*** EXTRACTED RECORDS Section Begins ***
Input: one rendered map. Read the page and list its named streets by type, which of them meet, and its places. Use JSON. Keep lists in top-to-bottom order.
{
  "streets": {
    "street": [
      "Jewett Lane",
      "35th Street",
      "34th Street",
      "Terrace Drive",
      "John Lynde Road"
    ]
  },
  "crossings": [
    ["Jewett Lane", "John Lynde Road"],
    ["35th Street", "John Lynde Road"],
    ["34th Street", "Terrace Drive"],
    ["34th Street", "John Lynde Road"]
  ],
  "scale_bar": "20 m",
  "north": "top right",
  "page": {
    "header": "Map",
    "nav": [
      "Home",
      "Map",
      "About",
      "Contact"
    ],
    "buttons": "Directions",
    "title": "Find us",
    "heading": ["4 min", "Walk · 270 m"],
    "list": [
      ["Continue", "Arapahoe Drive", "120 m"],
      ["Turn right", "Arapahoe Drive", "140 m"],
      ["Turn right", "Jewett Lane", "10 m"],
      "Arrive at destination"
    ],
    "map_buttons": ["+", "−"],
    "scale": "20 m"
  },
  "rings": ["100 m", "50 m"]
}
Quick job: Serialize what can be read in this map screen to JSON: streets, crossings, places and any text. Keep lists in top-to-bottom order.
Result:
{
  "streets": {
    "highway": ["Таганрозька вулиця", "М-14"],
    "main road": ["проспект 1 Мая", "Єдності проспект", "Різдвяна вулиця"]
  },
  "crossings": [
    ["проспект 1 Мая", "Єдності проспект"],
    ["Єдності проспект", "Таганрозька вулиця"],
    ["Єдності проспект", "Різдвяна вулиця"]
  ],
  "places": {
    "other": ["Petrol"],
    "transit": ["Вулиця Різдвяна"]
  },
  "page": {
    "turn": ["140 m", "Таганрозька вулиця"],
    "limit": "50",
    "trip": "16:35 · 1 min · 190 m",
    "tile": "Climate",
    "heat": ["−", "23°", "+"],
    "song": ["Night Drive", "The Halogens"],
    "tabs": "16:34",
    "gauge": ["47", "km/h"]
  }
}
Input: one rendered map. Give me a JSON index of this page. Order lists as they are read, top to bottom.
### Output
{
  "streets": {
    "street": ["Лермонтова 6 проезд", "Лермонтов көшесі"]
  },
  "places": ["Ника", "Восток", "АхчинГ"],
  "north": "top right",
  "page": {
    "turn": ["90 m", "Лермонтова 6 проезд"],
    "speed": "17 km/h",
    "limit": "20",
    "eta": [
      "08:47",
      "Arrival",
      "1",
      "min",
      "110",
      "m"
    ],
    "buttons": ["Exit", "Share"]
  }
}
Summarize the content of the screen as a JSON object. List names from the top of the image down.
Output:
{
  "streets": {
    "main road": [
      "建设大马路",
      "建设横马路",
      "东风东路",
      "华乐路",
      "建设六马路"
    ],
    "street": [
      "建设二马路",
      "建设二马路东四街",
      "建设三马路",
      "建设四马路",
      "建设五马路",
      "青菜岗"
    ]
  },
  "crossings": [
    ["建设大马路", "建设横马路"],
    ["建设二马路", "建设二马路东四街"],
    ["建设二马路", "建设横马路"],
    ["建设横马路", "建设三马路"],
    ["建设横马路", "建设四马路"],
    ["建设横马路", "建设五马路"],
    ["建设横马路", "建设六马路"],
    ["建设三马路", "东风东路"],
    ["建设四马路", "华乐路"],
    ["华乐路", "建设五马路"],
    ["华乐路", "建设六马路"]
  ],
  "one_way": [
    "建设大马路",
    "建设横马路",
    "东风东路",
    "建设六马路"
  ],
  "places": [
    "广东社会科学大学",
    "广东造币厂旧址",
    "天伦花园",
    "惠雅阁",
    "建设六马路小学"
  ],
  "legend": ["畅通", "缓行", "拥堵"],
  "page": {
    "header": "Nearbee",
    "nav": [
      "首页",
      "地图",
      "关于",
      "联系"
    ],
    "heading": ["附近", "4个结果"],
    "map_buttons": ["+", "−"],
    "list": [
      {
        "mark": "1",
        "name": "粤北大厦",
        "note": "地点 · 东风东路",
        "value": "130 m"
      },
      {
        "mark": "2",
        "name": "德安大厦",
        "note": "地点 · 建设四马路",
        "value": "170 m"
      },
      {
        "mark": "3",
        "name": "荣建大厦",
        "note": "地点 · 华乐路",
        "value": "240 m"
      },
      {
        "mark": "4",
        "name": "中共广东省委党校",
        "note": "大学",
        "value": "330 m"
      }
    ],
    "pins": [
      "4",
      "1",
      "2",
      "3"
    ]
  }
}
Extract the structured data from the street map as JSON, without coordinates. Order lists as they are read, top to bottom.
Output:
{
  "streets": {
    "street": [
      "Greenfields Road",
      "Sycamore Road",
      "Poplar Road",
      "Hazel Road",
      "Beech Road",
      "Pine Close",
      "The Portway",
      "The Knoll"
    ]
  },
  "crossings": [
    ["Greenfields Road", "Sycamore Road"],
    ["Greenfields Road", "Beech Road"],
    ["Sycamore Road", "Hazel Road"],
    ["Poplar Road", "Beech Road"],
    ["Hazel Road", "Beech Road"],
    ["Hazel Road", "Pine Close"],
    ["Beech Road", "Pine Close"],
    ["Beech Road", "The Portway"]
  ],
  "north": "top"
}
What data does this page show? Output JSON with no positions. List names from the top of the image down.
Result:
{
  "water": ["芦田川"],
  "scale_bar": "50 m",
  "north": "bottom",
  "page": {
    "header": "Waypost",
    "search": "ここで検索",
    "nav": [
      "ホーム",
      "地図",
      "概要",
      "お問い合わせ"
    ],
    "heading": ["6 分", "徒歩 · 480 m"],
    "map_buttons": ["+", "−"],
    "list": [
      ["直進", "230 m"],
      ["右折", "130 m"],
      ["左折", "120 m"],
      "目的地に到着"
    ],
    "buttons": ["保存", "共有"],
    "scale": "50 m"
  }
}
*** EXTRACTED RECORDS Section Ends ***
■ **WORK REQUIRED**:
Filter the entries down to the lines holding the string "names". Copy each of those lines.

■ **TASK RESULT**:
Summarize the content of the screen as a JSON object. List names from the top of the image down.
What data does this page show? Output JSON with no positions. List names from the top of the image down.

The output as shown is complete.